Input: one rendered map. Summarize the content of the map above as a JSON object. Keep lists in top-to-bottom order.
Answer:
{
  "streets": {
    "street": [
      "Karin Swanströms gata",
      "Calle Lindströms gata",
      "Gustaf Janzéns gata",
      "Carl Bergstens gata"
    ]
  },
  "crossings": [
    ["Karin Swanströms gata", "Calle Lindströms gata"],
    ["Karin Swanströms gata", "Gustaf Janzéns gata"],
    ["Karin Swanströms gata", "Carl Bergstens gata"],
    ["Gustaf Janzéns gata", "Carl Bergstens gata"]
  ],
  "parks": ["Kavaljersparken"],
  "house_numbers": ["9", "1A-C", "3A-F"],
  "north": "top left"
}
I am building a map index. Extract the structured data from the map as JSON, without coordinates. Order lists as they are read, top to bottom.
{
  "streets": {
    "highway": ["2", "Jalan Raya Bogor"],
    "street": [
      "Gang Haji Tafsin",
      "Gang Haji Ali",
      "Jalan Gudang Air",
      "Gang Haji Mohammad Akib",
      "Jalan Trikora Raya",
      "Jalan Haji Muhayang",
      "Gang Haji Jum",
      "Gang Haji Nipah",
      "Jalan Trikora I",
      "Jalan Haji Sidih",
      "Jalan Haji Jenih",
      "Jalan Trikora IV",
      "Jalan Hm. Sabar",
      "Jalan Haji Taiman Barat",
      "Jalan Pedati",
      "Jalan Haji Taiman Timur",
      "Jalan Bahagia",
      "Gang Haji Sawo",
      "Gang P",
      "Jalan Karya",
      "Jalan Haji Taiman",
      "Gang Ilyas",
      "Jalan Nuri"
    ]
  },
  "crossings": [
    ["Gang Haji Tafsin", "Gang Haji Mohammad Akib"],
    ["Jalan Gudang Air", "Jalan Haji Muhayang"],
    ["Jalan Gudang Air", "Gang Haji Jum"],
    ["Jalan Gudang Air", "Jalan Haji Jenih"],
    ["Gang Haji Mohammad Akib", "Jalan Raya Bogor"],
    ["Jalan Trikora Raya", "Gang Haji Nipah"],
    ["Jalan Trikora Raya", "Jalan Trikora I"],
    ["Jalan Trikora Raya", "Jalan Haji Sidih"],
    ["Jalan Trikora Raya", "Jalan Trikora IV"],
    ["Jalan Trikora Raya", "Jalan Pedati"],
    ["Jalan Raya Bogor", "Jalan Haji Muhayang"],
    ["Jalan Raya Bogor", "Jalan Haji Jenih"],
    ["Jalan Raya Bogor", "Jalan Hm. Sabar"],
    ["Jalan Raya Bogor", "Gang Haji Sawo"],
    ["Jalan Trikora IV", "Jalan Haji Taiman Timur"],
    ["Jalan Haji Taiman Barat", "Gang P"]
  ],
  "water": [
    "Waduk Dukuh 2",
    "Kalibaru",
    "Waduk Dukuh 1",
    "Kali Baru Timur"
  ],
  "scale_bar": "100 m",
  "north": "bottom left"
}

--- Problem to solve ---
Each line above needs to be written out again exactly.

--- Final answer ---
Input: one rendered map. Summarize the content of the map above as a JSON object. Keep lists in top-to-bottom order.
Answer:
{
  "streets": {
    "street": [
      "Karin Swanströms gata",
      "Calle Lindströms gata",
      "Gustaf Janzéns gata",
      "Carl Bergstens gata"
    ]
  },
  "crossings": [
    ["Karin Swanströms gata", "Calle Lindströms gata"],
    ["Karin Swanströms gata", "Gustaf Janzéns gata"],
    ["Karin Swanströms gata", "Carl Bergstens gata"],
    ["Gustaf Janzéns gata", "Carl Bergstens gata"]
  ],
  "parks": ["Kavaljersparken"],
  "house_numbers": ["9", "1A-C", "3A-F"],
  "north": "top left"
}
I am building a map index. Extract the structured data from the map as JSON, without coordinates. Order lists as they are read, top to bottom.
{
  "streets": {
    "highway": ["2", "Jalan Raya Bogor"],
    "street": [
      "Gang Haji Tafsin",
      "Gang Haji Ali",
      "Jalan Gudang Air",
      "Gang Haji Mohammad Akib",
      "Jalan Trikora Raya",
      "Jalan Haji Muhayang",
      "Gang Haji Jum",
      "Gang Haji Nipah",
      "Jalan Trikora I",
      "Jalan Haji Sidih",
      "Jalan Haji Jenih",
      "Jalan Trikora IV",
      "Jalan Hm. Sabar",
      "Jalan Haji Taiman Barat",
      "Jalan Pedati",
      "Jalan Haji Taiman Timur",
      "Jalan Bahagia",
      "Gang Haji Sawo",
      "Gang P",
      "Jalan Karya",
      "Jalan Haji Taiman",
      "Gang Ilyas",
      "Jalan Nuri"
    ]
  },
  "crossings": [
    ["Gang Haji Tafsin", "Gang Haji Mohammad Akib"],
    ["Jalan Gudang Air", "Jalan Haji Muhayang"],
    ["Jalan Gudang Air", "Gang Haji Jum"],
    ["Jalan Gudang Air", "Jalan Haji Jenih"],
    ["Gang Haji Mohammad Akib", "Jalan Raya Bogor"],
    ["Jalan Trikora Raya", "Gang Haji Nipah"],
    ["Jalan Trikora Raya", "Jalan Trikora I"],
    ["Jalan Trikora Raya", "Jalan Haji Sidih"],
    ["Jalan Trikora Raya", "Jalan Trikora IV"],
    ["Jalan Trikora Raya", "Jalan Pedati"],
    ["Jalan Raya Bogor", "Jalan Haji Muhayang"],
    ["Jalan Raya Bogor", "Jalan Haji Jenih"],
    ["Jalan Raya Bogor", "Jalan Hm. Sabar"],
    ["Jalan Raya Bogor", "Gang Haji Sawo"],
    ["Jalan Trikora IV", "Jalan Haji Taiman Timur"],
    ["Jalan Haji Taiman Barat", "Gang P"]
  ],
  "water": [
    "Waduk Dukuh 2",
    "Kalibaru",
    "Waduk Dukuh 1",
    "Kali Baru Timur"
  ],
  "scale_bar": "100 m",
  "north": "bottom left"
}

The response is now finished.